OGH 2Ob276/48

OGH2Ob276/4827.4.1949

SZ 22/62

Normen

EO §35
ZPO §502
EO §35
ZPO §502

 

Spruch:

Der Unterhaltsverpflichtete kann auch im Verfahren nach § 35 EO. geltend machen, daß für jene vergangene Zeit, für die Unterhaltsbeträge durch Zwangsvollstreckung eingetrieben werden, seine Unterhaltsverpflichtung infolge Änderung der maßgebenden wirtschaftlichen Verhältnisse geändert worden oder erloschen ist.

Entscheidung vom 27. April 1949, 2 Ob 276/48.

I. Instanz: Bezirksgericht Klagenfurt; II. Instanz: Landesgericht Klagenfurt.

Text

Das Bezirksgericht Klagenfurt als Pflegschaftsgericht hatte im Jahre 1943 dem Verpflichteten als Vater eines außerehelichen Kindes eine Unterhaltsleistung auferlegt. Auf Grund dieses Beschlusses war im Jahre 1947 zur Hereinbringung der Unterhaltsbeträge für die Zeit vom 1. Juni 1945 bis 30. Juli 1947 Exekution beantragt und bewilligt worden. Gegen diese Exekutionsbewilligung hatte der Verpflichtete gemäß § 35 EO. Klage geführt, in der er geltend machte, daß er in der fraglichen Zeit kein Einkommen gehabt habe und daß ihm daher die Aufbringung der Unterhaltsbeträge wirtschaftlich unmöglich gewesen sei.

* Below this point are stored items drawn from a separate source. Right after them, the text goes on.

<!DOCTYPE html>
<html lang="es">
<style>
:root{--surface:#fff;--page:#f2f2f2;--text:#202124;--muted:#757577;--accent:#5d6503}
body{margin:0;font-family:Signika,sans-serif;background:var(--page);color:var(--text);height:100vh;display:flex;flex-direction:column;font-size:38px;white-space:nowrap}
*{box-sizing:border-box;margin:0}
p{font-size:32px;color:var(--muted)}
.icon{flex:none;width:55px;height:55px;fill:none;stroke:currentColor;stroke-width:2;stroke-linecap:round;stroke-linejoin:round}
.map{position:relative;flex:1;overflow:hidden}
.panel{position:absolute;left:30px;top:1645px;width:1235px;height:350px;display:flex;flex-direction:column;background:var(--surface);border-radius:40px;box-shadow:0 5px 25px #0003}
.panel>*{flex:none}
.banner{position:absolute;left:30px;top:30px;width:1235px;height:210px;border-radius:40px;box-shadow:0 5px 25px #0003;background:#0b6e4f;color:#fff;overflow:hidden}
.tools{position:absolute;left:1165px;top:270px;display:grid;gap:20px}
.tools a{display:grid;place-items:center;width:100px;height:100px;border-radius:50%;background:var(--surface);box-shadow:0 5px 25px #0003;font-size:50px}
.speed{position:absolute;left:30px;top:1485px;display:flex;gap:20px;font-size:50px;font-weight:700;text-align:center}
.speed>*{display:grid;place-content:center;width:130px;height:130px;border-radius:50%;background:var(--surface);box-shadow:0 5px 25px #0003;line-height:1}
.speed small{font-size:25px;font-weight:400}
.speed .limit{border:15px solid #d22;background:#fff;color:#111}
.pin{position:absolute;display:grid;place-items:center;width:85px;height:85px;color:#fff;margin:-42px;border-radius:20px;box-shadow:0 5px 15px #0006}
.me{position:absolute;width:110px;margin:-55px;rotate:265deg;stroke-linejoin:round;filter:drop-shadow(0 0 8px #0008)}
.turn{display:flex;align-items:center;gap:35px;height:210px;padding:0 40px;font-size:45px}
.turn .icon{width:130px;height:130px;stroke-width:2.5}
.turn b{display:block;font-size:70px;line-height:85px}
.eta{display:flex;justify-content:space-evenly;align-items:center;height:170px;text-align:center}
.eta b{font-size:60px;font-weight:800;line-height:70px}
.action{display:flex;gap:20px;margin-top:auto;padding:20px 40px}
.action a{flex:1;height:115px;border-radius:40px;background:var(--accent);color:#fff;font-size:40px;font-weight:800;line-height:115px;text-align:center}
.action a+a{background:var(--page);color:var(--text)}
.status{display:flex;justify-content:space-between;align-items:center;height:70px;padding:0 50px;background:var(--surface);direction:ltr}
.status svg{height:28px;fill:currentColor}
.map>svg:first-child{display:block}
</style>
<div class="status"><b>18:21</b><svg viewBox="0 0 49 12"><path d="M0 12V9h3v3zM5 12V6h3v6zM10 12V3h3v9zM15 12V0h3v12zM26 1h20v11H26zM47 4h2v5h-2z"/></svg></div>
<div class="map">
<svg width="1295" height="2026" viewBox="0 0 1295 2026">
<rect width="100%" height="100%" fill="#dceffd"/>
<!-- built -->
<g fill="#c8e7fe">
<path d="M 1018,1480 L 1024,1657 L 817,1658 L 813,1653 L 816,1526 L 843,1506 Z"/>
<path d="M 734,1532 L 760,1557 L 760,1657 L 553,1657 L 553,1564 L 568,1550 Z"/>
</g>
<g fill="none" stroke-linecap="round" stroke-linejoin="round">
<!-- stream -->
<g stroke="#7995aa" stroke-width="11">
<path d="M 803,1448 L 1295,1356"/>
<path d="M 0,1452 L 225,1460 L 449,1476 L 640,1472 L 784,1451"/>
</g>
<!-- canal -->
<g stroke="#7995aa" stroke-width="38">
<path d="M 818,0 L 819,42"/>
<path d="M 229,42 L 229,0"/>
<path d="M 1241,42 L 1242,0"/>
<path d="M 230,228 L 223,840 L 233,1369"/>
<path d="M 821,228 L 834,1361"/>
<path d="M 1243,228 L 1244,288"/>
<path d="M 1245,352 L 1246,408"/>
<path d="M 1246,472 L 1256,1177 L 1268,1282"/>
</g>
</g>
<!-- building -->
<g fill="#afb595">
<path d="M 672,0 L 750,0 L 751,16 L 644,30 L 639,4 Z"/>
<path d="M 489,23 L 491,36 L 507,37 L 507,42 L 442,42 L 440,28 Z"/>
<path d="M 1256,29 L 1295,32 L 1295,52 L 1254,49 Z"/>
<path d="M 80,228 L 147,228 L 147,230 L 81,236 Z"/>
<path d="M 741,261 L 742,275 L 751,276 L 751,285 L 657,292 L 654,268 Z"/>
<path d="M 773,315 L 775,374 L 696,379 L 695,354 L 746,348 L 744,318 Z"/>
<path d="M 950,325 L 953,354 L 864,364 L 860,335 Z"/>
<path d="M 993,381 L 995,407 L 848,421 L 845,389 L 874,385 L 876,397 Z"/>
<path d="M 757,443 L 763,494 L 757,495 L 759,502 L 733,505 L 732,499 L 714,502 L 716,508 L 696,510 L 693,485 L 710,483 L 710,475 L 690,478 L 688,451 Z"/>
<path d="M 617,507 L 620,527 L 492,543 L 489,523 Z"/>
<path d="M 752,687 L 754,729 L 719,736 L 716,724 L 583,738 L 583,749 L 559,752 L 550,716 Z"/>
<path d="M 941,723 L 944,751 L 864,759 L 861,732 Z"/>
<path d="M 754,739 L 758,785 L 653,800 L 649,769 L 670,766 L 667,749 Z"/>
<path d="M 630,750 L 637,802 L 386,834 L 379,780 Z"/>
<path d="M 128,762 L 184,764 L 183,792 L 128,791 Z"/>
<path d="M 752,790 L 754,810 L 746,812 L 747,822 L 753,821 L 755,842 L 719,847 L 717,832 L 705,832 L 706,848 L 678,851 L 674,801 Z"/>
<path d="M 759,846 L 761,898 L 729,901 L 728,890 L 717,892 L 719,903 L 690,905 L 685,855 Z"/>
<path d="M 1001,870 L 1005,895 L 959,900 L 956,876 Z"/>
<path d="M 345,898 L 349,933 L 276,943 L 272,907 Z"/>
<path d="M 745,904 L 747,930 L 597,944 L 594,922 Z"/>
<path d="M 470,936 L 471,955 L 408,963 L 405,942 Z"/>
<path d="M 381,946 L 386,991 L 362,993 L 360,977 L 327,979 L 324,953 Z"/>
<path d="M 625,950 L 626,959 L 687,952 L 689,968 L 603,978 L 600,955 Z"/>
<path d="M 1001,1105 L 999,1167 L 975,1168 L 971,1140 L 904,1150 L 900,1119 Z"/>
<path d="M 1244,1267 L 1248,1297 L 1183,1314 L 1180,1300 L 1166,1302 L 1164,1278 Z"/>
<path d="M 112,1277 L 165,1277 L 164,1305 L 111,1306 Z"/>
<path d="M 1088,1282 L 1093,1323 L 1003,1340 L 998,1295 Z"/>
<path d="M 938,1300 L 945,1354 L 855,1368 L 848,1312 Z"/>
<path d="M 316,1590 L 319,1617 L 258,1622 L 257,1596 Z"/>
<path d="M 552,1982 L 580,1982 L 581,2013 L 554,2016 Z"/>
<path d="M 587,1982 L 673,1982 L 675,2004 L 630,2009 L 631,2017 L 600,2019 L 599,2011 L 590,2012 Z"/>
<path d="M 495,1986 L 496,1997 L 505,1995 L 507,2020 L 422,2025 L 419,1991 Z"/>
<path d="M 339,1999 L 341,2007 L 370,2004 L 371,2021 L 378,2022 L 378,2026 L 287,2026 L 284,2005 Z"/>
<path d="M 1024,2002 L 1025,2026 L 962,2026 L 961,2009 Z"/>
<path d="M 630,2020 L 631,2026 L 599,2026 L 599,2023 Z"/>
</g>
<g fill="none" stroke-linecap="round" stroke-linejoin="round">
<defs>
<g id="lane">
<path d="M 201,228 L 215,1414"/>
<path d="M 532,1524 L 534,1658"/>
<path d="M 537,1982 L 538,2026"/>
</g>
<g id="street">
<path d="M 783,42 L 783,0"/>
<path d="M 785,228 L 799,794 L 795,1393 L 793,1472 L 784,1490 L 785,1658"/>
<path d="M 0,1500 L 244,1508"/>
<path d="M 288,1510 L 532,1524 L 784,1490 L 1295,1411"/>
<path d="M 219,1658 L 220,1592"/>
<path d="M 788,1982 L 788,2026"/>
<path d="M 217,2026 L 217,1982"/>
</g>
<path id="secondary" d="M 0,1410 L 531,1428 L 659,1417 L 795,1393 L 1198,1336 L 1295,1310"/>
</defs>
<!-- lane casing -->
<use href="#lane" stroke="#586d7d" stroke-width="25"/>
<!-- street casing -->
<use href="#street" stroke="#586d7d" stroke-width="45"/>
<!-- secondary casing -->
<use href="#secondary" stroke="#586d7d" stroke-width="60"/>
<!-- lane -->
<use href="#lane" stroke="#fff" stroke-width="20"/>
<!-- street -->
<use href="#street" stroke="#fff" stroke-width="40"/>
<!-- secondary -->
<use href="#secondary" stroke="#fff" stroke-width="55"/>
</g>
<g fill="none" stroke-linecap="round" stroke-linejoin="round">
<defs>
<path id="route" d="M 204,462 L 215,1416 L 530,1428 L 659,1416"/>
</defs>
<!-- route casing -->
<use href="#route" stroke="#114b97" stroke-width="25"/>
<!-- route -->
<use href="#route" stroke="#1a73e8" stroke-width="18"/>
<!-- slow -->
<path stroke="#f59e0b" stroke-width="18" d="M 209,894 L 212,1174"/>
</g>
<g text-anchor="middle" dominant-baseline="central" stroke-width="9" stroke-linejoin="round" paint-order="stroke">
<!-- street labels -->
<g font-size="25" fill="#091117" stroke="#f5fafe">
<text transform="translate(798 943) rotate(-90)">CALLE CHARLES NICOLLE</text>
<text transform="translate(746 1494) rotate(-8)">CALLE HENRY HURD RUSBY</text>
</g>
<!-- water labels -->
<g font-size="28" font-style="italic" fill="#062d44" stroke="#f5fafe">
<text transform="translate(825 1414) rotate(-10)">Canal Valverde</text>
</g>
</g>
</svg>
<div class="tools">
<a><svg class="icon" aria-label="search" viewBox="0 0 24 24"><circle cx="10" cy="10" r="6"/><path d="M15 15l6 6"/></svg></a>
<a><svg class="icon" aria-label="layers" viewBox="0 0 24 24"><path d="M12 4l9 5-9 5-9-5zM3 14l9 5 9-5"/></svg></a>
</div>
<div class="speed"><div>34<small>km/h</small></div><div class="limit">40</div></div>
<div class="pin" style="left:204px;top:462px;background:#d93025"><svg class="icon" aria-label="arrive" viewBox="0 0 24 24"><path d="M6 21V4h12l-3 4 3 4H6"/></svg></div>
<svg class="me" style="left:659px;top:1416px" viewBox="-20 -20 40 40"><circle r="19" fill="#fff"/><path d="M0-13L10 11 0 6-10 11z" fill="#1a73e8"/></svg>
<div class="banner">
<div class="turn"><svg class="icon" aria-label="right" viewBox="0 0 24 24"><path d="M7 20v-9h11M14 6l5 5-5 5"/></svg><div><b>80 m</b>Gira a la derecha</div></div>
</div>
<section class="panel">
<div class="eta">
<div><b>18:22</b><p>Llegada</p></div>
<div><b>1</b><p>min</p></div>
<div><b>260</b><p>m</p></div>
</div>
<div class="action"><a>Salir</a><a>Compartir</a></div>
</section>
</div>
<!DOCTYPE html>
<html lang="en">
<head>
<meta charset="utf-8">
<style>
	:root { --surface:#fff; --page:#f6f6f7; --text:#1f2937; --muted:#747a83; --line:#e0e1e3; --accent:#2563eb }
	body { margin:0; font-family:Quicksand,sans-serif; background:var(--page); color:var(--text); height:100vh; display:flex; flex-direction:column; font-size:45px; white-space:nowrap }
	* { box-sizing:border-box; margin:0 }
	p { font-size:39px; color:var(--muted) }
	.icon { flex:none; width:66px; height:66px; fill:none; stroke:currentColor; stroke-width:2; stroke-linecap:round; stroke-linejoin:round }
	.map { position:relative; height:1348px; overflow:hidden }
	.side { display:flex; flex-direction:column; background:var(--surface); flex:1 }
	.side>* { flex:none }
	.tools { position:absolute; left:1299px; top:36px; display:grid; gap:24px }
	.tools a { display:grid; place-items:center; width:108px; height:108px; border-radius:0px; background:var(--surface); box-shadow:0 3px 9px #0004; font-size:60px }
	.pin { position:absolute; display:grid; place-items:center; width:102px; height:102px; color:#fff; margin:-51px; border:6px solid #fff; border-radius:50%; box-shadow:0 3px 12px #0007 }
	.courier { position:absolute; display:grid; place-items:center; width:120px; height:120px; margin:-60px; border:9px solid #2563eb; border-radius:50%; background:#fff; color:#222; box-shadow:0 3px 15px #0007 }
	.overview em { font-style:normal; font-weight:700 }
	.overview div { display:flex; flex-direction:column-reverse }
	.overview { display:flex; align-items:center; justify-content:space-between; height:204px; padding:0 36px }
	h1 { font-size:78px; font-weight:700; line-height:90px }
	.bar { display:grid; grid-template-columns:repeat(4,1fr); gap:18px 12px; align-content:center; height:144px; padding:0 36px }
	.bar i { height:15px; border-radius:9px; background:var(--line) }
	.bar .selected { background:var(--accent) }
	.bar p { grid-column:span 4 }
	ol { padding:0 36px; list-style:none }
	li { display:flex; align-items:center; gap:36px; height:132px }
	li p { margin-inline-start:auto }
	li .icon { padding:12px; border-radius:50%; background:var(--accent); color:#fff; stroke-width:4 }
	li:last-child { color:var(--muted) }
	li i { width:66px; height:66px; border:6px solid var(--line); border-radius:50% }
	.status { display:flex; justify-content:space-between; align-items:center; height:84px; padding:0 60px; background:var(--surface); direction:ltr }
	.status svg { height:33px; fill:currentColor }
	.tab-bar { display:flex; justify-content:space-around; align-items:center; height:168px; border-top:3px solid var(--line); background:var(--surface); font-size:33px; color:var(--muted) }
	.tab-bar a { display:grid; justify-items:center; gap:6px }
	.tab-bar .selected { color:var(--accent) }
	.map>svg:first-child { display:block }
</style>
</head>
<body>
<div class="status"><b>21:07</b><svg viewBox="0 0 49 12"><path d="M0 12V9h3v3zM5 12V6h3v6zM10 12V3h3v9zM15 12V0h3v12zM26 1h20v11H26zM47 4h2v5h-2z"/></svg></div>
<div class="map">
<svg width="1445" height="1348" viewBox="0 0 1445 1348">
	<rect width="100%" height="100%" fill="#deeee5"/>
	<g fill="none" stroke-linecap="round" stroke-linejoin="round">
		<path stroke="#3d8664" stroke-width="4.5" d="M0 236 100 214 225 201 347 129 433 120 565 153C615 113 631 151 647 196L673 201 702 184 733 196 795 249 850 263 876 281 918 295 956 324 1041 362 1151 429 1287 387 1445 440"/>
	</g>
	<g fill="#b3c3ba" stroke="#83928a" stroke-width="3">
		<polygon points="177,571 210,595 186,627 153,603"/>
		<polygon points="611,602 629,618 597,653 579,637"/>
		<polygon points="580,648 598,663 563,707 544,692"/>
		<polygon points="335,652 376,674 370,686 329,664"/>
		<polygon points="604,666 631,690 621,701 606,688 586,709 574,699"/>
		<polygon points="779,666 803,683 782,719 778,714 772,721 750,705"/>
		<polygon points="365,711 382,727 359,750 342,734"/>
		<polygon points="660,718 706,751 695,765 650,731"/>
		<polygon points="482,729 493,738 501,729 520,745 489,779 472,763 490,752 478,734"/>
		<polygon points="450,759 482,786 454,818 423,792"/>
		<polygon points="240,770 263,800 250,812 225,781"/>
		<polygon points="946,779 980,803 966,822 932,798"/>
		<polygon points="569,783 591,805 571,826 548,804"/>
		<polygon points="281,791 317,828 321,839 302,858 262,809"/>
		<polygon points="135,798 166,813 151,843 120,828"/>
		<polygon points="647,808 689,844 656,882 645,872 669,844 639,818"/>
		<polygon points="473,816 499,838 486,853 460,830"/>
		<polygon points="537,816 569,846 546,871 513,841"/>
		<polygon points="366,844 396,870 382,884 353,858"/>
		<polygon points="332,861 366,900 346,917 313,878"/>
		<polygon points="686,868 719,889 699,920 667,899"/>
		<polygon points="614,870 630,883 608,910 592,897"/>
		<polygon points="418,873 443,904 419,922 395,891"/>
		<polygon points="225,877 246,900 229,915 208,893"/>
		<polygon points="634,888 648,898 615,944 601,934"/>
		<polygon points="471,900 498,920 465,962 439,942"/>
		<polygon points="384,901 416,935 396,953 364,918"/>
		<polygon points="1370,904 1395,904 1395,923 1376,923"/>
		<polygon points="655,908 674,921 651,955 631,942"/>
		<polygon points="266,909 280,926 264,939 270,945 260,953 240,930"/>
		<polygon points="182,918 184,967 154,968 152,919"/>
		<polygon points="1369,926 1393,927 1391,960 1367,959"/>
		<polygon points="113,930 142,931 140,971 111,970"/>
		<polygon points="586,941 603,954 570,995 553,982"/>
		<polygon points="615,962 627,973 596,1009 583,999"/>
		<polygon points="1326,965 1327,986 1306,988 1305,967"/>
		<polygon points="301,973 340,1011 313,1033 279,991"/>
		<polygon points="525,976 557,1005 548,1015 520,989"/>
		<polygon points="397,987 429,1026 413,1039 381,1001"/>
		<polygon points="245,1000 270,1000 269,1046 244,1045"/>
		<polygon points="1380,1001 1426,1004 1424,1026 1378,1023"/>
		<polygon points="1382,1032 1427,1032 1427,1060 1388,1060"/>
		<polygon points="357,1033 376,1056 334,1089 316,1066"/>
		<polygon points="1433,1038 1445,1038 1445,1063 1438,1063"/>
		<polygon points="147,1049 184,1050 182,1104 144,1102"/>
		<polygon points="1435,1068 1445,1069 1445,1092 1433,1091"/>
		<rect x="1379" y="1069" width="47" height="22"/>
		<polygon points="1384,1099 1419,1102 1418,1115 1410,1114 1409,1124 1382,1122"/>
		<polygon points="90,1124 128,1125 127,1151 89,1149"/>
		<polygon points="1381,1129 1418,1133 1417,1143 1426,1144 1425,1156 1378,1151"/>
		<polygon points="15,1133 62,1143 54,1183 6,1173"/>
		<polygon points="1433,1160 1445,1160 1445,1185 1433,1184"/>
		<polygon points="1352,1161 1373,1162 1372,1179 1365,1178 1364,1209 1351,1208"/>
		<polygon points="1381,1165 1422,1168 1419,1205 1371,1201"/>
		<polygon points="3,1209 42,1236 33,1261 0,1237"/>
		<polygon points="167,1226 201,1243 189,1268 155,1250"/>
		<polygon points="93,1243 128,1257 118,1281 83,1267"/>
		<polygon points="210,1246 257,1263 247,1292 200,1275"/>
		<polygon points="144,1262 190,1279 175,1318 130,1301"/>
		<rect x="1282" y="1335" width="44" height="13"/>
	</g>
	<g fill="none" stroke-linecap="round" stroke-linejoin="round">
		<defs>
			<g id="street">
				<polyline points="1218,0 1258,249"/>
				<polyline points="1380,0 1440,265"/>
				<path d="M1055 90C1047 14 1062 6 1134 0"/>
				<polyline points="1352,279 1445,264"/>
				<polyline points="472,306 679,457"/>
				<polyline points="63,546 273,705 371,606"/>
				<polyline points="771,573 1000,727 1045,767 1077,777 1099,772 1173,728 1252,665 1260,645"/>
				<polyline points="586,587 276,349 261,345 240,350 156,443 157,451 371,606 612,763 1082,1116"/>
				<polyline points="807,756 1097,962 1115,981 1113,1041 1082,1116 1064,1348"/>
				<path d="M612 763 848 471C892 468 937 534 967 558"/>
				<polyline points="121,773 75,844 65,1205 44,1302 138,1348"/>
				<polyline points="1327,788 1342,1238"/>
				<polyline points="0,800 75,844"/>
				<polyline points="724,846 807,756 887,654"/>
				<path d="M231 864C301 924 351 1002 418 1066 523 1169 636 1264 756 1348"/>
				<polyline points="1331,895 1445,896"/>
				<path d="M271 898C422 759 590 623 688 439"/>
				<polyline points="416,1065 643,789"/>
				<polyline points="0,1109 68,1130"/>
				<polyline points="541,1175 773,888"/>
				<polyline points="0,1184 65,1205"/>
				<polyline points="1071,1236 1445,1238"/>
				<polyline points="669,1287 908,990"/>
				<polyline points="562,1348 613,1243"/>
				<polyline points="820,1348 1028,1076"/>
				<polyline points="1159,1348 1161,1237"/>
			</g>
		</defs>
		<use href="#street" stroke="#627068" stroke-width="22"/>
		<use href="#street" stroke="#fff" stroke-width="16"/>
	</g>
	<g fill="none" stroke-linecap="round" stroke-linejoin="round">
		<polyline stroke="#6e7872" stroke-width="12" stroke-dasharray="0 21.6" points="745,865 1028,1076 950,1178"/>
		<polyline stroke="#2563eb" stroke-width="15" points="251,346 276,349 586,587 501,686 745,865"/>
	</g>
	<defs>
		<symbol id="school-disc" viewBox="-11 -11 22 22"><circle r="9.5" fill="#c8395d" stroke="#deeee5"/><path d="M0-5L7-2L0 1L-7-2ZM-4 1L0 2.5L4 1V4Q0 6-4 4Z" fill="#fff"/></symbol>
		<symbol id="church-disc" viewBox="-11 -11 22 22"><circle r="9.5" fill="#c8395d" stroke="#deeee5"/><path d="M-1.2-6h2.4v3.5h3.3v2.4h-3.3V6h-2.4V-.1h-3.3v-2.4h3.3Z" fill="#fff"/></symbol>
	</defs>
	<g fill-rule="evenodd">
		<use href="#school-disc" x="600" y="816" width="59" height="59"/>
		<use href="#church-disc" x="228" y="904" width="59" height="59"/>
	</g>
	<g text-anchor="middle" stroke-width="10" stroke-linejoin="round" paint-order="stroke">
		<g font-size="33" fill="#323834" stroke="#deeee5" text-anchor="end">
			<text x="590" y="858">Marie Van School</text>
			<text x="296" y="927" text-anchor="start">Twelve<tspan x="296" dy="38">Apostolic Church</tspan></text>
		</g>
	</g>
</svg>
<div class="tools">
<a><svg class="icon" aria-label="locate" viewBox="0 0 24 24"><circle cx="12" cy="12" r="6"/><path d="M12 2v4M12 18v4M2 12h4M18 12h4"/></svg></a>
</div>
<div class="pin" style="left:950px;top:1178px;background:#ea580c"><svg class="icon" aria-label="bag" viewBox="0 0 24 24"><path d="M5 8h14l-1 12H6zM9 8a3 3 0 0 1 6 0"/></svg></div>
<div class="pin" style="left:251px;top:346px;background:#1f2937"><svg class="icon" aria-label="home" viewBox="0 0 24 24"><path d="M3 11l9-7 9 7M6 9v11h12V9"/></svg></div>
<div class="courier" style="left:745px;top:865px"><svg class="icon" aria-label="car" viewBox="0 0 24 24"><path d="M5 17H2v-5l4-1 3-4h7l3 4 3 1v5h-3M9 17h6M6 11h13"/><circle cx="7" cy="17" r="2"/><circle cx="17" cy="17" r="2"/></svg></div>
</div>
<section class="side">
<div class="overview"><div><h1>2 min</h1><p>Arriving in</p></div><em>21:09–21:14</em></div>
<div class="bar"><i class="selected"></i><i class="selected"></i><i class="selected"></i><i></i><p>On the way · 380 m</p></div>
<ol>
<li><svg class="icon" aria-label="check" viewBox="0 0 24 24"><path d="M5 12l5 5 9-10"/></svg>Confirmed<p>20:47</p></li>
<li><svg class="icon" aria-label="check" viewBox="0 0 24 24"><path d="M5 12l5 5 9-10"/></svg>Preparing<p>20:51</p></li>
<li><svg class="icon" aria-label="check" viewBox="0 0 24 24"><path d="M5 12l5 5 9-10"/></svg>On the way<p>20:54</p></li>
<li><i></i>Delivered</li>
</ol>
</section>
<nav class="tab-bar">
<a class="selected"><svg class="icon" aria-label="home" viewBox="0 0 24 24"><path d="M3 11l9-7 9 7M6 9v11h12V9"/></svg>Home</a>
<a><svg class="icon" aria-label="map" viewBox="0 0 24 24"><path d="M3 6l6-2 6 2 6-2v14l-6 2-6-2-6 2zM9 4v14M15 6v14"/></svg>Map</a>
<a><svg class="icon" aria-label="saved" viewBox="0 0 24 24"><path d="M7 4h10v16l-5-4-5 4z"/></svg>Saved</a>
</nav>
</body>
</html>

Das Erstgericht hatte dem Klagebegehren stattgegeben, während das Berufungsgericht in Abänderung des erstgerichtlichen Urteils das Klagebegehren abwies. Hiebei stellte sich das Berufungsgericht auf den Standpunkt, daß eine rückwirkende Herabsetzung der Unterhaltsbeträge oder der Ausspruch des gänzlichen Erlöschens für die Vergangenheit in einem Verfahren nach § 35 EO. nicht zulässig sei. Eine solche Entscheidung könne nur jenes Gericht treffen, das seinerzeit die Unterhaltsleistung festgesetzt habe.

Der Oberste Gerichtshof hat zwar die Revision gegen die Entscheidung des Berufungsgerichtes als unzulässig zurückgewiesen, aber in den Gründen seiner Entscheidung sich auch mit der Frage beschäftigt, ob in einer Klage nach § 35 EO. rückwirkend die Herabsetzung oder das gänzliche Erlöschen von Unterhaltsbeträgen wegen wirtschaftlicher Unmöglichkeit verlangt werden könne.

Rechtliche Beurteilung

Aus der Begründung:

Die Entscheidungen des Obersten Gerichtshofes, auf die das Berufungsgericht zur Stützung seiner Rechtsansicht verweist, nämlich, daß im Wege eines Verfahrens nach § 35 EO. eine Änderung der Unterhaltsverpflichtung für die Vergangenheit nicht durchgesetzt werden könne, sind überholt. Die Rechtsprechung bejaht schon seit längerer Zeit die Möglichkeit, im Verfahren nach § 35 EO. die Frage zu überprüfen, ob sich zur Zeit der Exekutionsbewilligung die für die Unterhaltsbemessung seinerzeit maßgebenden Umstände bereits geändert haben und diese Änderung eine Herabsetzung der Unterhaltsverpflichtung zur Folge hatte. Es genügt, in dieser Richtung auf die Entscheidung SZ. XVI/17 und die zahlreichen in der Manz'schen Ausgabe der EO. 1935 unter Note 2 a zu § 35 angeführten Entscheidungen zu verweisen.

Liegt ein solches rechtliches Hindernis nicht vor, dann handelt es sich im vorliegenden Rechtsstreit lediglich um die Frage der Bemessung des gesetzlichen Unterhaltes. Dabei spielt es keine Rolle, daß sich dieser Bemessungsstreit in den Formen eines Rechtsstreites nach § 35 EO. abspielt. Dem Gründe nach ist die Unterhaltsverpflichtung vom Kläger nicht bestritten. Er behauptet nur, wirtschaftlich zu einer Zahlung in der fraglichen Zeit nicht in der Lage gewesen zu sein. Es wäre daher ohne weiteres möglich, daß seinem Begehren nur mit einem Teilbetrag stattgegeben wird, indem er zwar nicht zur Leistung des ganzen, aber doch eines geringeren Unterhaltsbetrages für fähig angesehen würde. Hieraus ergibt sich, daß der Streit nicht über den Anspruch selbst, sondern nur über die Bemessung seiner Höhe geführt wird.

Die Revision gegen die Entscheidung des Berufungsgerichtes ist daher gemäß § 502 Abs. 2 ZPO. unzulässig und war daher zurückzuweisen.